Stock markets: What will be the index returns in the coming years

Recently, when the Sensex completed 40 years, there was a lot of discussion on how it has given a compound annualised growth rate (CAGR) of more than 16%. On top of it, dividends are to be added to get the total return, i.e., price appreciation plus dividend income.

This is definitely a handsome rate of return, even adjusted for inflation. Let us look at how the index has matured over the decades. For the sake of clarity, it was not possible to invest in Sensex in 1979, as the index was launched in 1986. The relevance of 1979 is that the base year is 1978-79 and the initial value is taken as 100 as on March 31, 1979, i.e., it was worked backwords with historical data.
Index and returns

One mathematical phenomenon is that when an index grows, i.e., the value goes up, to achieve the same rate of return, it has to grow that much more in future as well. This may be termed as base effect, i.e., when the base goes up, the future uptick has to be that much more to achieve the same percentage growth rate.

A case in point, when recently the index gained 1,421 points in one day, the percentage gain was not as huge as the index itself has moved up as much. To go back in history, during the episodic phase of 1992, popularly known as the Harshad Mehta period, the index took off from around 1,000 points in early 1991 and peaked at just under 4,500 points in April 1992. That is, approximately 3,500 points for the biggest rally ever in percentage terms.

Another illustration of this base effect can be seen if we advance the initial date by a decade. From March 1979 to May 2019, i.e., over a period of more than 40 years, the CAGR is more than 16%. Now if we move the initial date by 10 years and compute returns from March 1989 to May 2019, i.e., over a period of 30 years, the CAGR drops to 14.2%. Still a handsome rate of return, but marginally lower than that of the entire period of 40 years.

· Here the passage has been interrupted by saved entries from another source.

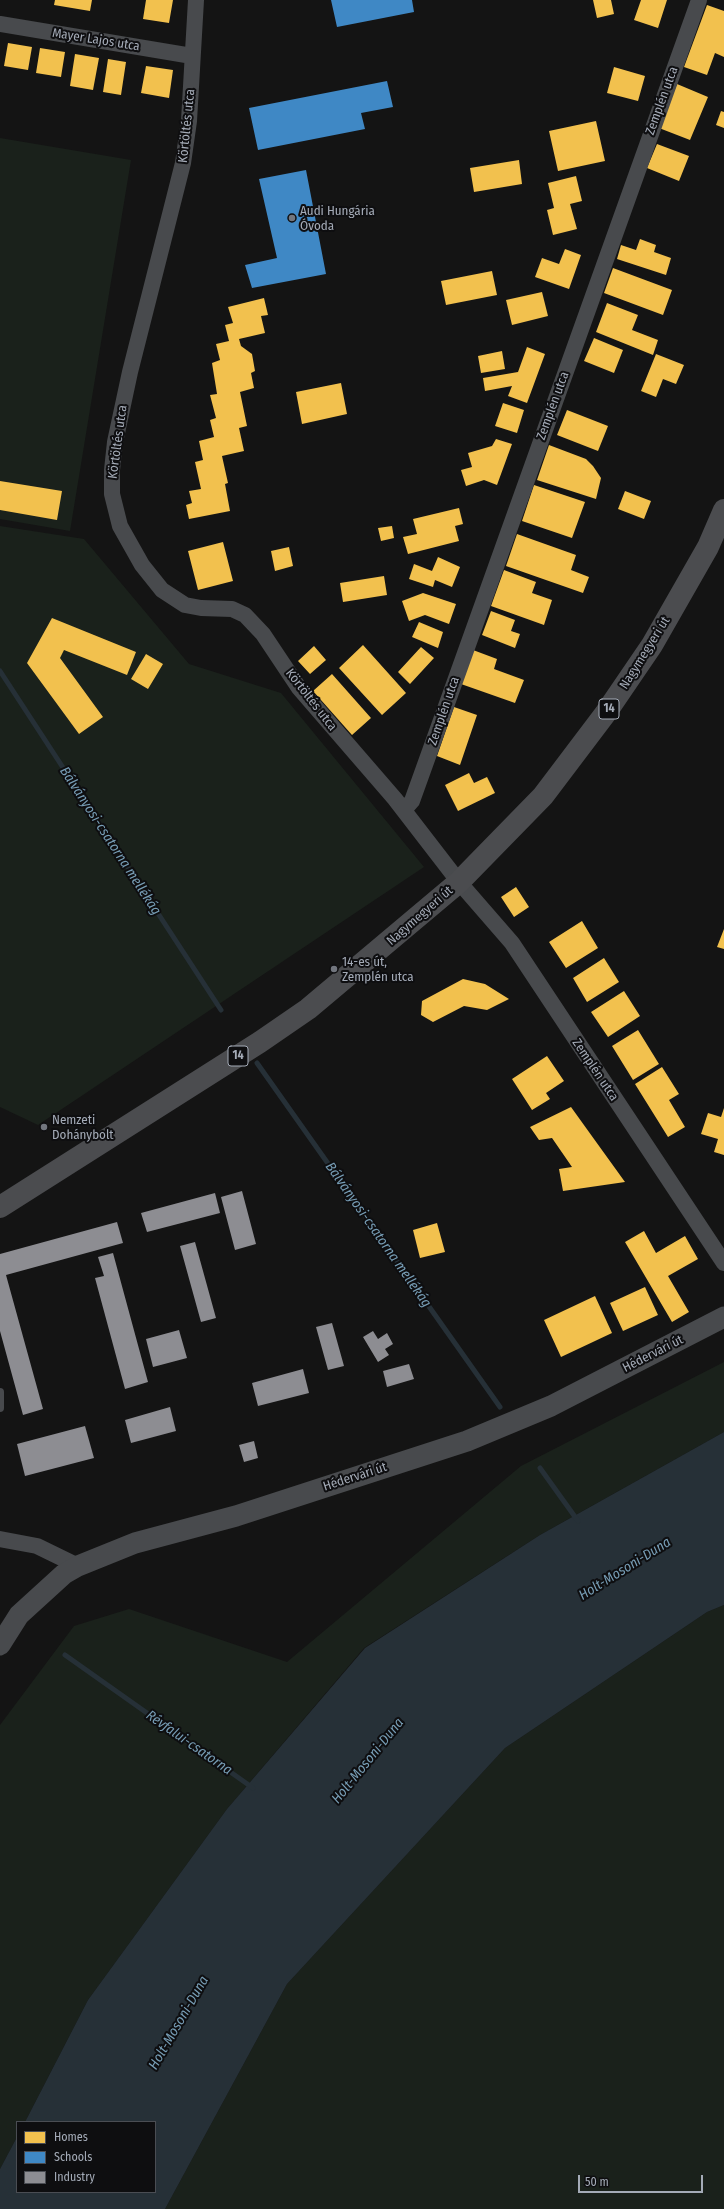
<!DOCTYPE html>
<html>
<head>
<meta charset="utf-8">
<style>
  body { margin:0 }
  #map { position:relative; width:724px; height:2209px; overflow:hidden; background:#141414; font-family:"Fira Sans Condensed",sans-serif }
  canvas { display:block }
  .legend { position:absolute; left:16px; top:2121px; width:140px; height:72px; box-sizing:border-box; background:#0e0e10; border:1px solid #4a4d53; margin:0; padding:5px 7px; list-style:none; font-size:12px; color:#a4abb7 }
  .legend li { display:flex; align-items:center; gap:8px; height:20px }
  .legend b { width:20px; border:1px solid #4a4d53 }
  .scale { position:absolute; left:578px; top:2175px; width:125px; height:18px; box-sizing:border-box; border:2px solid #a4abb7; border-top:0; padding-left:5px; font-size:12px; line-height:14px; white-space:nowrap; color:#a4abb7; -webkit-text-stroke:3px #0e0e10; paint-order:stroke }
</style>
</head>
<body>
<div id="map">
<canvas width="724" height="2209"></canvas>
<ul class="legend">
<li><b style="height:11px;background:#f2c14e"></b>Homes</li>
<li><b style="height:11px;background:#3f88c5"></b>Schools</li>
<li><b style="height:11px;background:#8d8d92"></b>Industry</li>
</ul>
<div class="scale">50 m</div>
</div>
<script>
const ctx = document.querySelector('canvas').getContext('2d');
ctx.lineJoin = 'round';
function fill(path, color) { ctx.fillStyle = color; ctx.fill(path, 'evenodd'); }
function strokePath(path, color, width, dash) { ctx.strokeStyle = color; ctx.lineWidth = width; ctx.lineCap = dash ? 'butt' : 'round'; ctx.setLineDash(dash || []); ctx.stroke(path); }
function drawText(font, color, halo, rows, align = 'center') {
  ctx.font = font + ' "Fira Sans Condensed",sans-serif'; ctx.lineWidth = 4; ctx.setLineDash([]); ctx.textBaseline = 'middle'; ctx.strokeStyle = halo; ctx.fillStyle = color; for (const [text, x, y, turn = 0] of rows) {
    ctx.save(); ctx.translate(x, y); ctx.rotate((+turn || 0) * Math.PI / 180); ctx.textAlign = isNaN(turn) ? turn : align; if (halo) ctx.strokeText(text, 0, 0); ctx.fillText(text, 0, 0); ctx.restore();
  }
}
fill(new Path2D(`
  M0,138l131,22 -61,371 -70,-12z
  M0,526l84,13 105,125 92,29 143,174 -386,258 -38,-18z
  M724,1362v70l-184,103 -176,113 -137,161 -139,191 -63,122h-8v15l-17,32v-444l74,-99 55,-17 158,53 234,-196z
  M724,1605v604h-559l122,-225 218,-236 202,-136z`), '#1a211b');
fill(new Path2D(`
  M724,1432v173l-17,7 -202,136 -218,236 -122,225h-165v-40l17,-32v55h138v-70h-130l63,-122 139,-191 138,-161 175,-113z`), '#263037');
fill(new Path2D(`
  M55,0h37l-2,11 -36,-6z
  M146,0h27l-4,23 -26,-4z
  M593,0h18l3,14 -17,4z
  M641,0h26l-9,28 -24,-8z
  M707,5l17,6v46l-9,-4 -8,22 -23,-8z
  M8,43l24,4 -4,23 -24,-4z
  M40,48l25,4 -4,25 -25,-4z
  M75,54l24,4 -6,32 -23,-4z
  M108,59l18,3 -5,33 -18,-3z
  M146,66l27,4 -4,28 -28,-5z
  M614,67l31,9 -7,25 -31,-8z
  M677,84l31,13 -18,43 -31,-12z
  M721,111l3,1v16l-8,-3z
  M596,121l9,40 -47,10 -9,-40z
  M657,144l32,12 -10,25 -32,-13z
  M519,160l3,24 -48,8 -4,-24z
  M576,176l6,25 -12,3 7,25 -24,6 -6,-25 7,-2 -6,-25z
  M640,239l16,6 -2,7 17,6 -5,17 -49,-16 4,-14 15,5z
  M565,249l16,6 -12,34 -34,-12 7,-19 17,6z
  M613,268l59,22 -9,25 -59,-22z
  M492,271l5,24 -51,10 -5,-24z
  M542,292l6,24 -36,9 -6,-25z
  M264,298l4,17 -7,1 4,17 -26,6 2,7 11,8 3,17 -4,2 3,15 -14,4 7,34 -8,2 5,23 -22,5 6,27 -3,1 5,27 -41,8 -3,-14 6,-2 -3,-12 12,-2 -6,-27 8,-2 -4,-19 15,-4 -4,-17 6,-2 -6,-23 7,-1 -5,-31 8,-3 -4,-16 13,-3 -4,-16 8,-2 -5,-16z
  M607,303l31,12 -6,15 26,10 -5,15 -57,-23z
  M594,338l29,12 -9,23 -30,-12z
  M527,347l18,7 -18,49 -19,-7 4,-10 -27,5 -2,-13 35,-6z
  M502,351l3,18 -24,4 -3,-17z
  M656,354l28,11 -8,19 -13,-5 -7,18 -15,-6z
  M341,383l6,31 -45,10 -6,-32z
  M503,403l21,7 -7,23 -22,-7z
  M567,410l41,16 -10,25 -41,-16z
  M496,439l16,5 -15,41 -13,-5 -18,6 -5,-16 11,-3 -4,-14 24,-7z
  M549,445l37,14 7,7 8,12 -5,21 -59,-19z
  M0,481l62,10 -5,29 -57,-10z
  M534,485l51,17 -13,36 -50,-17z
  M625,491l26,10 -7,18 -26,-10z
  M459,508l4,16 -8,2 4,15 -51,13 -5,-17 14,-3 -4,-15z
  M392,526l2,12 -13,3 -3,-13z
  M517,534l59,21 -5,15 18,7 -6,16 -77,-27z
  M223,542l10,39 -35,9 -10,-39z
  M289,547l4,19 -18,5 -4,-20z
  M438,557l22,10 -8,20 -17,-7 -2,7 -24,-8 5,-15 18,7z
  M504,570l32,12 -4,11 20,7 -8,25 -53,-19z
  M384,576l3,19 -44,7 -3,-19z
  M423,593l33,11 -7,20 -24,-9 -16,6 -7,-20z
  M491,611l24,9 -4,11 9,3 -5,14 -33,-13z
  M52,618l84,34 -9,23 -63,-25 -4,8 43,59 -24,17 -52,-71z
  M419,622l24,10 -5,16 -26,-11z
  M363,645l43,48 -24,22 -43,-47z
  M314,646l12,14 -16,14 -12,-13z
  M421,647l13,11 -24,26 -12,-12z
  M473,650l24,9 -3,10 30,11 -9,23 -54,-19z
  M146,654l17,10 -15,25 -17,-10z
  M332,674l39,44 -19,17 -39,-44z
  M454,707l23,8 -17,50 -23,-9z
  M469,773l5,10 13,-6 8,16 -37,18 -13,-26z
  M516,887l13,20 -15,10 -13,-20z
  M582,921l16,27 -32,20 -17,-26z
  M724,929v20l-7,-2z
  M604,958l15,24 -32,20 -14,-24z
  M463,979l22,5 24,15 -22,11 -23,-4 -31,16 -12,-7 1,-14z
  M624,991l16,25 -32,21 -17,-25z
  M638,1030l21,34 -26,16 -21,-34z
  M547,1056l17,25 -18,12 4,6 -18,11 -20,-31z
  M662,1067l17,27 -10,6 16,27 -17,10 -33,-53z
  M571,1107l23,32 31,43 -62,9 -4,-22 13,-2 -20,-29 -13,2 -9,-13z
  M724,1108v47l-10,-3 4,-13 -17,-5 7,-21 13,4z
  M437,1223l8,29 -25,6 -7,-28z
  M644,1231l12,22 29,-17 13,23 -30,17 21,36 -17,10 -47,-80z
  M645,1287l13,28 -35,16 -13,-28z
  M595,1296l17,37 -51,24 -17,-37z`), '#f2c14e');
fill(new Path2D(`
  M331,0h81l2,12 -77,15z
  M387,81l6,26 -32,6 4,16 -107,21 -9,-42z
  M306,170l20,104 -74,14 -7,-23 32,-7 -18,-79z`), '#3f88c5');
fill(new Path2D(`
  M242,1191l14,53 -21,6 -14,-53z
  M215,1193l5,20 -73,19 -6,-19z
  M117,1222l6,21 -117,32 37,134 -20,6 -23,-84v-77z
  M195,1242l21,76 -15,4 -21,-76z
  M113,1253l35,129 -23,7 -30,-111 9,-2 -6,-19z
  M332,1323l12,43 -16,4 -12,-43z
  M179,1330l8,28 -34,9 -7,-28z
  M373,1331l5,8 9,-6 6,11 -8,5 4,6 -11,7 -15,-25z
  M409,1364l5,15 -27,8 -4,-16z
  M303,1369l6,24 -51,13 -6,-23z
  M170,1407l6,24 -45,12 -6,-23z
  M85,1426l9,32 -69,18 -8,-32z
  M254,1441l4,17 -14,4 -5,-17z`), '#8d8d92');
strokePath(new Path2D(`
  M0,671l221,339
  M257,1063l243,344
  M540,1468l38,53
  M65,1655l188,133`), '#263037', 5);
strokePath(new Path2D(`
  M0,1392v16`), '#484a4d', 8);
strokePath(new Path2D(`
  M196,0l-7,121 -6,42 -53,209 -15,70 -3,28v24l8,32 22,39 20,25 23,15 16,3 31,1 13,6 18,19 36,54 96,111 64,83 53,61 212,320
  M0,24l192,32
  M404,810l8,-9 9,-25 278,-776
  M0,1539l37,7 41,20`), '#484a4d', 16);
strokePath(new Path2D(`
  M0,1645l19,-30 45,-41 14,-8 57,-23 101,-27 231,-75 84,-35 173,-89`), '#484a4d', 21);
strokePath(new Path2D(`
  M0,1207l260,-165 48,-33 151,-127 84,-86 62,-82 47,-69 56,-98 16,-37`), '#4b4c4f', 22);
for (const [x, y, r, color] of [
  [292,218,4,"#72767e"],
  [334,969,4,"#72767e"],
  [44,1127,4,"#72767e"]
]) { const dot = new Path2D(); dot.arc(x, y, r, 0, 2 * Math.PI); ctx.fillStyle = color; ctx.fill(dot); strokePath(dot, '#0e0e10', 1.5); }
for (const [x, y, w] of [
  [609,709,20],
  [238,1056,20]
]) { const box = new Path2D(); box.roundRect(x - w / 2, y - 10, w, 20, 3); ctx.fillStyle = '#0e0e10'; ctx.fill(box); strokePath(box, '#a4abb7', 1); }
drawText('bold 12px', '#a4abb7', null, [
  ["14",609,709],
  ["14",238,1056]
]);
drawText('13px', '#a4abb7', '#0e0e10', [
  ["Mayer Lajos utca",96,40,9],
  ["Zemplén utca",662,101,-70],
  ["Körtöltés utca",187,126,-84],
  ["Zemplén utca",553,406,-70],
  ["Körtöltés utca",118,442,-82],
  ["Nagymegyeri út",645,653,-58],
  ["Körtöltés utca",311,700,52],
  ["Zemplén utca",444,711,-71],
  ["Nagymegyeri út",420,916,-41],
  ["Zemplén utca",595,1070,56],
  ["Hédervári út",653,1354,-27],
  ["Hédervári út",355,1477,-18]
]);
drawText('13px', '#a4abb7', '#0e0e10', [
  ["Audi Hungária",300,211],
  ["Óvoda",300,226],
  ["14-es út,",342,962],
  ["Zemplén utca",342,977],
  ["Nemzeti",52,1120],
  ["Dohánybolt",52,1135]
], 'left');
drawText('italic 14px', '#779db5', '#0e0e10', [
  ["Bálványosi-csatorna mellékág",110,841,57],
  ["Bálványosi-csatorna mellékág",378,1235,55],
  ["Holt-Mosoni-Duna",625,1569,-32],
  ["Révfalui-csatorna",189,1743,35],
  ["Holt-Mosoni-Duna",368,1761,-51],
  ["Holt-Mosoni-Duna",179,2023,-60]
]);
</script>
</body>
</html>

If we come ahead by another 10 years and compute from March 1999 to May 2019, i.e., over a period of 20 years, the CAGR rate drops further to 12.4%. Over the period of March 2009 to May 2019, i.e., the latest 10 years, it moves up to 14.9%, but still lower than the rate achieved over the entire 40-year period. Looking at the latest 5-year period, from March 2014 to May 2019, the CAGR rate is a little modest at 11.8%.

Market capitalisation
To be sure, the growth in the index over the 40-year period is not the growth in market capitalisation of the same 30 stocks. Companies and sectors drop off the radar and new ones enter, i.e., the leaders at a given point of time are taken into consideration. This phenomenon will continue in future as well; the leaders in market capitalisation will be taken into consideration and the laggards will fade away.

Going forward, the index will continue to grow as it represents the earnings growth of a buoyant economy, which may be broadly taken as the nominal growth rate of the economy, i.e., real GDP growth rate plus inflation. There may be an expansion of the price-earnings multiple as well, as the incremental flows of domestic and foreign investors find way into the leading stocks.

What kind of returns will be obtained in future is anybody’s guess, but whether 16% CAGR will be achieved over the next 40 years is a big question. The base has moved up and the index has to grow as much going forward for the same percentage return.